Collected data

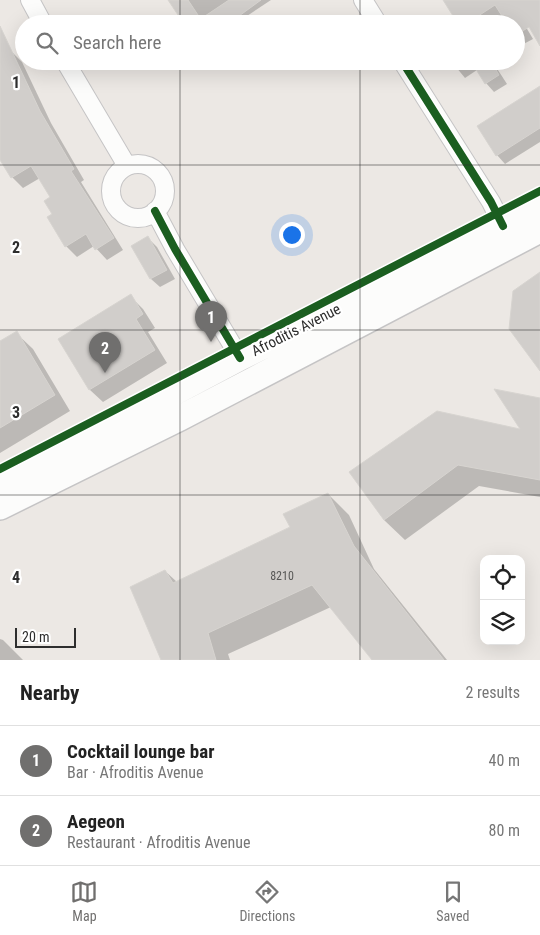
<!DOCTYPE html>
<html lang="en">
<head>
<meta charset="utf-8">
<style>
	body { margin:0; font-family:"Roboto Condensed",sans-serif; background:#f6f6f6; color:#222 }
	.controls { position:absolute; right:15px; bottom:15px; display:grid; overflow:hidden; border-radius:10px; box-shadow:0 5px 20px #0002 }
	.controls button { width:45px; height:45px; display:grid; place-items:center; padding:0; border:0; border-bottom:1px solid #e0e0e0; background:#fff; color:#222; font:25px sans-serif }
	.scale { position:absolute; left:15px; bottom:12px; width:61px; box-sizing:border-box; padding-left:5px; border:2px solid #2e2e2e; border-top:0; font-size:14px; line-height:18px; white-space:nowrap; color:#2e2e2e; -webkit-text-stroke:4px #fff; paint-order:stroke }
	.you { position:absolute; left:291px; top:234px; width:18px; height:18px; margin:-12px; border:4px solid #fff; border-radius:50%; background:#1a73e8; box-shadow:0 0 0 8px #1a73e833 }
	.badge { display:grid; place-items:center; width:32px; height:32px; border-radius:50%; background:#706f6e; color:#fff; font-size:16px; font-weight:700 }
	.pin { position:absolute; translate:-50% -41px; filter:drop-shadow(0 1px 2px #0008) }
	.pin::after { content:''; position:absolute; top:26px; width:18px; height:15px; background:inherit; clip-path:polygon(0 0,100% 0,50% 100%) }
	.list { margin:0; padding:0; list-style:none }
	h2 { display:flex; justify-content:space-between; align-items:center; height:65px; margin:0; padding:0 20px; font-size:21px }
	h2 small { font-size:16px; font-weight:400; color:#767676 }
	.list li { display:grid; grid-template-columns:32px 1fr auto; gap:15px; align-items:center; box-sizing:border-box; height:70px; padding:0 20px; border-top:1px solid #e0e0e0 }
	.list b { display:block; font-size:19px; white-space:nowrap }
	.list p { margin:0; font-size:16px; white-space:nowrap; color:#767676 }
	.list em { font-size:16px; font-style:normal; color:#767676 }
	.icon { flex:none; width:28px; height:28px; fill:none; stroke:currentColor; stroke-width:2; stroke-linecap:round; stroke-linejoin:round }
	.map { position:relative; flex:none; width:540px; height:660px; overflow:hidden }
	.search { position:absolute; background:#fff; box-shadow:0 5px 20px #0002; left:15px; right:15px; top:15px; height:55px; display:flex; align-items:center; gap:12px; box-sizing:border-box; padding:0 18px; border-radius:28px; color:#767676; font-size:19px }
	.sheet { height:205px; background:#fff }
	nav { display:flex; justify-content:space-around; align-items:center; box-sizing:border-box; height:70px; border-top:1px solid #e0e0e0; background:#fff; font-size:14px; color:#767676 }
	nav a { display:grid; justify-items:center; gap:2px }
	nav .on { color:#706f6e }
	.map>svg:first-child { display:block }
</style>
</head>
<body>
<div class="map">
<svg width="540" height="660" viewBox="0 0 540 660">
	<rect width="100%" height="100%" fill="#ece8e4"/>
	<path fill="#0003" d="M169,0H271L244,18L245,19L238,24H185Z
		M444,0H510L533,39L516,48V24H459Z
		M11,51L22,62L51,123L84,180L81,182L123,250L107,260L94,246L77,257L66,246L54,214L52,198L40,178L23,188L12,177L0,158V56Z
		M451,61H506L496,67L507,84L494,92L486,83L477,70L465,78Z
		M540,88V142L505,164L497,155Z
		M148,238L157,247L175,279L160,287L151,279L133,246Z
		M130,296L143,309L155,328L148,332L167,363L103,402L90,390L59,339Z
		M16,333L33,349L70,411L0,453V350Z
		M540,399V497L479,486L405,540L384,520L350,472L523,431Z
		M328,494L349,515L374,569L447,660H373L331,607L228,654L230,660H163L165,571L177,582L292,528Z
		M0,639L3,640L23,660H0Z"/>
	<path fill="#d1cecb" stroke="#d7d4d0" d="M168,0H188L200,18L191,24H184Z
		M229,0H261L228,24H193Z
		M443,0H540V46L529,27L516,35V24H507L495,5L466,24H458Z
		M0,26L40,111L74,169L71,171L114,238L95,250L86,234L65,247L47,217L52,214L44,201L50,197L31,166L11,178L0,160Z
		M471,61H491L499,75L485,84Z
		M540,86V128L496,156L477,126Z
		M148,236L167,270L150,279L131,246Z
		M540,272V371L509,329L513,291Z
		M131,294L143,314L136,319L155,350L89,390L58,339Z
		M17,331L55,395L0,428V341Z
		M494,389L540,398V480L458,465L384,520L349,472L437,411L520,429Z
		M328,493L354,546L444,660H372L312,585L208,633L216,660H161L130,587L165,570L173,583L290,527L283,514Z"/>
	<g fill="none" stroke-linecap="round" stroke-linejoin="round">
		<defs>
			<path id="minor" d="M30,0L43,24
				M363,0L378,24
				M65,61L127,166
				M402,61L491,202L503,226
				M111 191a27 27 0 1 1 54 0a27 27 0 1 1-54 0Z
				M155,211L175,249L240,358"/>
			<path id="secondary" d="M0,485L240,358L540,206
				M0,507L180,418L540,230"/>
		</defs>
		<use href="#minor" stroke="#c5c4c5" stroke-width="20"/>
		<use href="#secondary" stroke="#c5c4c5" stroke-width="28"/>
		<use href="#minor" stroke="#fcfcfb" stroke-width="18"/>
		<use href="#secondary" stroke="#fcfcfb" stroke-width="25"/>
		<defs>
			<path id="cycleway" d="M402,61L491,202L503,226
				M155,211L175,249L240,358
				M0,469L540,191"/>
		</defs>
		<use href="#cycleway" stroke="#fff" stroke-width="11"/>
		<use href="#cycleway" stroke="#1b5e20" stroke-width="8"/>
	</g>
	<path fill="none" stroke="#2e2e2e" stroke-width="1" stroke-opacity="0.55" d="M180,0V24M360,0V24M180,61V660M360,61V660M0,165H540M0,330H540M0,495H540"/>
	<g text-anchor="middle" stroke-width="4.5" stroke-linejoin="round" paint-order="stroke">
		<g font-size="12" fill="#585857">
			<text x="282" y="580">8210</text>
		</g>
		<g font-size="15" fill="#2e2e2e" stroke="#fff">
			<text transform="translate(296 330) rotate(-27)" y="5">Afroditis Avenue</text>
		</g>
	</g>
	<g font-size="16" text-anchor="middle" font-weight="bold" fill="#2e2e2e" stroke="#fff" stroke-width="4.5" stroke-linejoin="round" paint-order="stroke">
		<text x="16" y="88">1</text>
		<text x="16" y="253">2</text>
		<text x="16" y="418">3</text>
		<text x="16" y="583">4</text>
	</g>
</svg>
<div class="controls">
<button><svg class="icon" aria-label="locate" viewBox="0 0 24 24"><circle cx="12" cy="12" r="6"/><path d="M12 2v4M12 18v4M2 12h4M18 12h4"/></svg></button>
<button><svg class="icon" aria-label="layers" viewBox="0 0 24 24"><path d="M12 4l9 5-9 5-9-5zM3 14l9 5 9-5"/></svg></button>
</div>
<div class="scale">20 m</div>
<div class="you"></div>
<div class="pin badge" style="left:211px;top:342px">1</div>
<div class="pin badge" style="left:105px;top:373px">2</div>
<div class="search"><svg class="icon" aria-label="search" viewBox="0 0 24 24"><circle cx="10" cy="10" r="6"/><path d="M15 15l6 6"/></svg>Search here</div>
</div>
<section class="sheet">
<h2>Nearby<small>2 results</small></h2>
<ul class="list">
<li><span class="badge">1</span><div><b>Cocktail lounge bar</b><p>Bar · Afroditis Avenue</p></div><em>40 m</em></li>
<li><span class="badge">2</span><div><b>Aegeon</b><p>Restaurant · Afroditis Avenue</p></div><em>80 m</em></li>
</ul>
</section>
<nav>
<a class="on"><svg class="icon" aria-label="map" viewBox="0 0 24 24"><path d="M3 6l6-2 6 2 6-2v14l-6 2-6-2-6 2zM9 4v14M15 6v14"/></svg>Map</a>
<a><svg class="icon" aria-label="directions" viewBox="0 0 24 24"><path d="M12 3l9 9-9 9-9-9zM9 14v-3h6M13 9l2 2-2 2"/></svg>Directions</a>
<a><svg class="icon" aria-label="saved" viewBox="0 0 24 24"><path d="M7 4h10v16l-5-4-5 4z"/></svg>Saved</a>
</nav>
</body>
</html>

• **WHAT NEEDS TO BE DONE**:
In the records, how many lines have the word "place" in them? Only the number is needed.

• **EXERCISE SOLUTION**:
2